Un acierto, que no una novedad, es que Pulp Fiction salta de una historia a otra. Así, presenta situaciones anómalas en las que prevalece el humor, la violencia y las conversaciones que rellenan el silencio; son charlas y expresiones que definen el cine de Tarantino y a sus personajes: individuos como Vincent Vega o Mia (Uma Thurman), la mujer de Marsellus Wallace, o el oficial (Christopher Walken) que entrega el reloj de oro a un niño que se convertirá en boxeador o los reunidos durante “la situación con Bonnie”, el tercer episodio principal de un largometraje que siempre cuenta con la presencia, más o menos protagonista, de ese matón de vientre flojo que acaba de regresar de Europa, tras tres años de ausencia. Vincent ha vuelto y de nuevo realiza encargos para Marsellus, uno de los cuales consiste en cuidar a la mujer del jefe durante la ausencia de este. ¿Qué sucede durante esa velada?
Que Vincent y Mia se atraen, parece evidente, evidencia que a él no se le escapa y que le advierte que debe evitarla si no quiere que su vida valga menos que el batido de cinco dólares que sirven en el local donde cenan y bailan. De nuevo en un servicio, parece sentir debilidad por ellos, Vincent se convence de que lo más sensato sería marcharse y relajarse en su casa, evitando así la peligrosa tentación que significa estar a solas con una mujer como Mia, quien mientras aguarda no puede resistir probar el polvo blanco que encuentra en la gabardina del matón. La situación sobrepasa cualquier situación imaginada por Vincent cuando comprueba que Mia es víctima de una sobredosis que podría acabar con la vida de ambos.

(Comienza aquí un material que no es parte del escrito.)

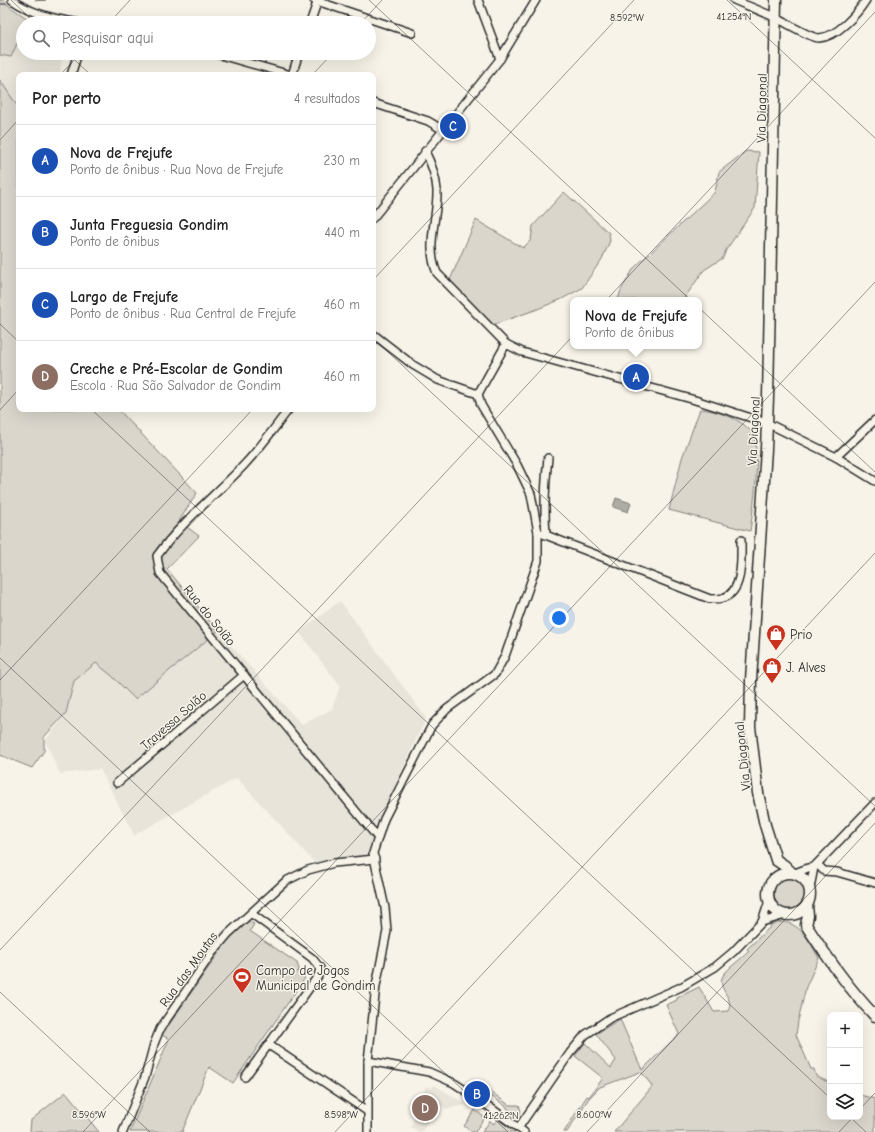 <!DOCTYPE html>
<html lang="pt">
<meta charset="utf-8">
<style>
:root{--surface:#fff;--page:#f2f2f2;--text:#222;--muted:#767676;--line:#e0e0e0;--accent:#7c3aed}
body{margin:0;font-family:"Comic Neue",sans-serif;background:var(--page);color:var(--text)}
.controls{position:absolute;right:12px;bottom:12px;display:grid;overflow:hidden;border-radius:8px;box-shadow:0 4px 16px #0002}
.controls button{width:36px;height:36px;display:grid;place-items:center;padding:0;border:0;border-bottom:1px solid var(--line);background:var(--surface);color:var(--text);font:20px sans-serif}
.you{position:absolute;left:559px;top:618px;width:14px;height:14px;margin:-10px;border:3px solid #fff;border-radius:50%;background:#1a73e8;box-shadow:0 0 0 6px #1a73e833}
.badge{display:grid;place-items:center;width:26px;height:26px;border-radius:50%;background:var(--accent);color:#fff;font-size:13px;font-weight:700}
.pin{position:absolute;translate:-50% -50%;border:2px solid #fff;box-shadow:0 1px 4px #0006}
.popup{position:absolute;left:570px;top:297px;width:132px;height:52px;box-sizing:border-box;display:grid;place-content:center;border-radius:8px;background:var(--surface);filter:drop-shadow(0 1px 3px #0005);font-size:13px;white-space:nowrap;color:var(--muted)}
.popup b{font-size:15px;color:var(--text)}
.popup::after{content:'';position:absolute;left:50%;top:100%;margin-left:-8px;border:8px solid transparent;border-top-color:var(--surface)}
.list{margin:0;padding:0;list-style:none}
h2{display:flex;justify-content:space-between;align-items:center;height:52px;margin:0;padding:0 16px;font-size:17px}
h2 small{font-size:13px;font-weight:400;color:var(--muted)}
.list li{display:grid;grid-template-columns:26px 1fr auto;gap:12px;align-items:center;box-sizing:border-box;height:72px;padding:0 16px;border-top:1px solid var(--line)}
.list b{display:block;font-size:15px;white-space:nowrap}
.list p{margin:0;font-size:13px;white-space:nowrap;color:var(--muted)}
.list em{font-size:13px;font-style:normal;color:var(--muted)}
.icon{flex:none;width:22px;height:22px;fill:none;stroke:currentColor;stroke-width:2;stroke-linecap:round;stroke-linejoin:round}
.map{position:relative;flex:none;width:875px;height:1132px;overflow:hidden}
.search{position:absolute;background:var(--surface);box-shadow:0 4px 16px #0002;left:16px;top:16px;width:360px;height:44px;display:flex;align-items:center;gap:10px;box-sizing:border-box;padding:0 14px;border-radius:22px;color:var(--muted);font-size:15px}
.panel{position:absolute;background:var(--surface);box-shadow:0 4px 16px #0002;left:16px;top:72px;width:360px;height:340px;border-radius:8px}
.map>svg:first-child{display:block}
.built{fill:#e8e4da}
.green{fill:#dad6cc;stroke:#82807c}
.water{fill:#afaca4;stroke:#7a7874}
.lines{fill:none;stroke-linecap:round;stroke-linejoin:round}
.stream{stroke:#7a7874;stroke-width:2}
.street-casing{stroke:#2b2b2b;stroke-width:10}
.secondary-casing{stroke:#2b2b2b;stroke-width:13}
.street{stroke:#f7f3e8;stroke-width:7}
.secondary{stroke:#f7f3e8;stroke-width:10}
.ticks{fill:none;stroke:#2b2b2b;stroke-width:1;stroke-opacity:0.45}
.labels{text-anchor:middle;stroke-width:3;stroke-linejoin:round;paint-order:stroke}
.street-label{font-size:13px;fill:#2b2b2b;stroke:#f7f3e8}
.poi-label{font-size:13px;fill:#2b2b2b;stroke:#f7f3e8;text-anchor:start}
.ticks-label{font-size:10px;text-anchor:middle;fill:#2b2b2b;stroke:#f7f3e8;stroke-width:3;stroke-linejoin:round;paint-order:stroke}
</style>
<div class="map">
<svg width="875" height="1132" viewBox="0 0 875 1132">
<rect width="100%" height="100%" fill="#f7f3e8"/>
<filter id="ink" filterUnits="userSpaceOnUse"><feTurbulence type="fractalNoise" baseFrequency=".025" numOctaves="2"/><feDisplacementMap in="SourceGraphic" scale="8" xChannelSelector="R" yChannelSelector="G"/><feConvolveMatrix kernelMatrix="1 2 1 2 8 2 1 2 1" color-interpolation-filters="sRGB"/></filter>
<g filter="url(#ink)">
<g class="built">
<polygon points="23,30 23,53 62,53 60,75 19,75 19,105 16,104 0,80 0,55 11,57"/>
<polygon points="340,601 426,718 377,825 366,856 315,863 237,778 134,835 100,769 60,774 45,741 66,713 74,681 96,663 111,675 135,699 218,631 302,725 332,709 340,686 299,632"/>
<polygon points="434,1085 467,1105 446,1109 439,1104 435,1111 432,1108 426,1117 430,1120 421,1132 419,1132 411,1127 426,1086 432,1088"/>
</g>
<g class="green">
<polygon points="0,0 4,0 9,6 28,19 27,23 23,23 23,30 11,57 0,55"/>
<polygon points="0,80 16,104 19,105 19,409 118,409 197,493 179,521 199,536 167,569 218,631 135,699 111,675 96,663 74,681 66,713 44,737 44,751 32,768 0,755"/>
<polygon points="746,151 759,152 755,208 726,250 723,258 704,270 683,300 618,300 621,290 634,268 715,192 719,172"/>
<polygon points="564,192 609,233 610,241 602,259 582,288 562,299 535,310 492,325 450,280 476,220 523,248 531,240 533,226"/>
<path d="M700 409C715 410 743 419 752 433 762 450 753 511 750 531L669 510 682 458Z"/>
<circle cx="790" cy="894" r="16"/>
<polygon points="247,921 254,924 250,931 297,963 299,969 298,973 305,978 233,1083 209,1067 182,1132 130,1132 169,1039 162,1035 235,929"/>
<path d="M779 922C801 921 809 942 819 958L806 987 798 1021 796 1035 811 1069H814L816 1076 830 1083V1117H860V1095L875 1099V1132H614L651 1088 652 1086 644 1075 640 1072 600 1087 589 1098 567 1132H564L587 1096 589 1097 603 1078 575 1056 585 1043 611 1068 616 1060 596 1034 620 1019 642 1070 679 1034 666 1005 677 1000V998L699 987 714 1012 728 1011C735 999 718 990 722 978 724 971 741 959 747 953L749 951 747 949 770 927V925Z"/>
<polygon points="483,1086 509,1105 519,1105 521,1111 519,1115 515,1118 511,1116 507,1107 481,1089"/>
<polygon points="66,1092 99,1132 30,1132 31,1120"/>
<polygon points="475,1110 485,1118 475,1132 472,1132 464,1126"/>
<polygon points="497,1119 516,1132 482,1132 490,1121 494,1124"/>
</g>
<polygon class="water" points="616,498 631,503 628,512 613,507"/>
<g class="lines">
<g class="stream">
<polyline points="36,0 45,0"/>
<polyline points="0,4 6,4"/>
</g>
<defs>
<g id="street">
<path d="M12 0C32 14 56 19 80 23"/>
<polyline points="314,0 412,33"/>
<polyline points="478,0 500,59"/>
<path d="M734 0C748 6 761 11 774 17 784 21 810 38 819 38 837 37 857 14 866 0"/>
<polyline points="310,23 318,0"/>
<polyline points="213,53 291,75"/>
<polyline points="71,75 78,53"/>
<polyline points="292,75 299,53"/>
<polyline points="373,103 428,121 443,130"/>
<path d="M425 151C431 163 436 176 437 190 438 217 425 246 437 273L506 344 522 352 695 400 767 423 836 457 875 481"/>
<polyline points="373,218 500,59 536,0"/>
<polyline points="373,334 413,365 438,380 478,394"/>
<polyline points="478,394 506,344"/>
<path d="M289 409C275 427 261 447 245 464 216 495 182 521 157 556L160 573 378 838"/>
<polyline points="836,457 875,420"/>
<path d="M538 532 710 599C715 599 719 599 723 598 744 592 741 557 741 540"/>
<path d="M546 535C544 509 545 484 548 458"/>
<polyline points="117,783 244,675"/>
<polyline points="817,864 824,871 837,872 875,883"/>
<polyline points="795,873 808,868 814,867 875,803"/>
<polyline points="810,888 814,867"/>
<polyline points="762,922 785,915"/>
<polyline points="269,1045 367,1111"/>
<polyline points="368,1061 429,1072 454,1083 477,1098 524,1132"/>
<polyline points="245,1077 318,976 320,968 312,958 252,914"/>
<polyline points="519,1127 570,1053 585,1035 610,1018 681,987 715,967 733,952 762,922 769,901"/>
<polyline points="123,1132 145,1077 154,1044 160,1029 212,953 228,934 286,881 308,870 334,863 375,859"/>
<polyline points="368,1132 368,1061 376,986 387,931 385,908 373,853 384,819 432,725 447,709 495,674 505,656 538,561 538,532 531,494 517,465 481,405 478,394"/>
</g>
<g id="secondary">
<polyline points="776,0 768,397 766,449 751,680 750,727 758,793 765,825 776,860 785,866 791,872"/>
<circle cx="789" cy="894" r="21"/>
<path d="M807 905 808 916 806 925C827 957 848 988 875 1016"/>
</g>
</defs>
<use href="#street" class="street-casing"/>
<use href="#secondary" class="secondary-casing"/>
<use href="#street" class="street"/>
<use href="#secondary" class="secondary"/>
</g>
</g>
<path class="ticks" d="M11 0 35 23M369 0 875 472M727 0 875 138M109 23 130 0M361 23 382 0M67 53 91 75M60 75 81 53M312 75 333 53M0 140 19 119M373 280 634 0M0 324 19 342M373 338 875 806M91 409 830 1098M0 410 19 389M0 658 508 1132M0 680 253 409M0 950 875 12M0 992 150 1132M860 1109 875 1093M850 1117 866 1132M83 1132 875 282M335 1132 875 553M587 1132 875 823M839 1132 853 1117"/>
<defs>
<symbol id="shop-pin" viewBox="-11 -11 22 30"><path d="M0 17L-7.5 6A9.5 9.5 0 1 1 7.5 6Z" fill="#c8321e" stroke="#f7f3e8"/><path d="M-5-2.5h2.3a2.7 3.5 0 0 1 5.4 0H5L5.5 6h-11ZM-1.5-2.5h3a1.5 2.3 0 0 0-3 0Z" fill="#fff"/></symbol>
<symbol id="stadium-pin" viewBox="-11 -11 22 30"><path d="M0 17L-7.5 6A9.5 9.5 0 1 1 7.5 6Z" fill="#c8321e" stroke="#f7f3e8"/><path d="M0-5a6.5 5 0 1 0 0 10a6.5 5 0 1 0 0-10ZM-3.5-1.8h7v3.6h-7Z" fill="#fff"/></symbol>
</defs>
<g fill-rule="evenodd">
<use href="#shop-pin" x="765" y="623" width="22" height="30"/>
<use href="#shop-pin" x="761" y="656" width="22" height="30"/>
<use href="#stadium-pin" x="231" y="966" width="22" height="30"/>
</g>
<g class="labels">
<g class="street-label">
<text transform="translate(761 108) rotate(-89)" y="5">Via Diagonal</text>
<text transform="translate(753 431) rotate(-87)" y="5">Via Diagonal</text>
<text transform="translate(210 615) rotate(51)" y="5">Rua do Solão</text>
<text transform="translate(173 720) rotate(-41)" y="5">Travessa Solão</text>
<text transform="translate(742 756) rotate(-96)" y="5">Via Diagonal</text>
<text transform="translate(188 969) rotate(-54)" y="5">Rua das Moutas</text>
</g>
<g class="poi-label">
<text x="790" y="639">Prio</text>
<text x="786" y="672">J. Alves</text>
<text x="256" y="975">Campo de Jogos<tspan x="256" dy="15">Municipal de Gondim</tspan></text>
</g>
</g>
<g class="ticks-label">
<text x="734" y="20">41.254°N</text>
<text x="627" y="21">8.592°W</text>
<text x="89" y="1118">8.596°W</text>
<text x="341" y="1118">8.598°W</text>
<text x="594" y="1118">8.600°W</text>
<text x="501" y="1119">41.262°N</text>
</g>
</svg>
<div class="controls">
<button>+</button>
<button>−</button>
<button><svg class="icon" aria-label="layers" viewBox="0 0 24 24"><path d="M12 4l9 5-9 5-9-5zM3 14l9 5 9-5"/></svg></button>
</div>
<div class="you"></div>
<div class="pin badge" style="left:636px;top:377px;background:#1a4fb4">A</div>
<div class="popup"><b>Nova de Frejufe</b>Ponto de ônibus</div>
<div class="pin badge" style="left:477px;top:1094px;background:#1a4fb4">B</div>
<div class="pin badge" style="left:453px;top:126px;background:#1a4fb4">C</div>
<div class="pin badge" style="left:425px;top:1108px;background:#8d6e63">D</div>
<div class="search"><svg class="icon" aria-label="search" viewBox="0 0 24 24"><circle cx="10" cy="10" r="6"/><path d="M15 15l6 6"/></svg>Pesquisar aqui</div>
<section class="panel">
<h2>Por perto<small>4 resultados</small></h2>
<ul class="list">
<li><span class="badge" style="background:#1a4fb4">A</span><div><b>Nova de Frejufe</b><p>Ponto de ônibus · Rua Nova de Frejufe</p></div><em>230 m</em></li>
<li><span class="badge" style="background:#1a4fb4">B</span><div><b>Junta Freguesia Gondim</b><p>Ponto de ônibus</p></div><em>440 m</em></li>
<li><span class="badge" style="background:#1a4fb4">C</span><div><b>Largo de Frejufe</b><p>Ponto de ônibus · Rua Central de Frejufe</p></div><em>460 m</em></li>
<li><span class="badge" style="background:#8d6e63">D</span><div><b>Creche e Pré-Escolar de Gondim</b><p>Escola · Rua São Salvador de Gondim</p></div><em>460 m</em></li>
</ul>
</section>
</div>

La amenaza de muerte también persigue a Butch tras haber faltado al compromiso que le ligaba a Marsellus. El boxeador ha vencido un combate que debía haber perdido; el batido continúa siendo más caro que la vida humana, aunque Butch no entiende de batidos y sí de relojes, sobre todo de uno muy especial, su herencia paterna, un reloj que durante siete años no había visto la luz del sol. La necesidad de recuperarlo le impulsa a ponerse en peligro, a encontrarse cara a cara con el tipo que sale del aseo y bajar a un sótano donde se confirma el día más extraño de su vida.
Tarantino abandona al boxeador y regresa al momento en el que abandonó a Jules y a Vincent, quien de ese modo regresa a la vida, aunque sea en el pasado en el que mata a Marvin (Phil LaMarr), según él: accidentalmente. Su pistola se dispara por accidente o no, pero lo seguro es que la bala da de lleno en la cabeza del muchacho y le revienta el cráneo y los sesos, esparciendo sus restos por el interior del vehículo. Deben actuar rápido, de lo contrario podrían verse en apuros, los que le crean a Jimmie (Quentin Tarantino) cuando se presentan en su casa con el fiambre. Deben irse y dejar todo como estaba antes de que regrese Bonnie, su esposa. Una llamada, menos de diez minutos y Winston se presenta con los deberes hechos. Un par de indicaciones por aquí, un café por allá, un baño refrescante y adiós problema. Ahora sólo queda desayunar, entregar el maletín, ¿qué hay dentro?, una curiosidad innecesaria, y disfrutar de esos bañadores y camisetas que tan bien lucen en Jules y Vincent, mientras el primero se plantea abandonar su oficio tras una especie de intervención divina que el segundo se niega a aceptar, y sobre la que pretende seguir discutiendo cuando regrese del W. C.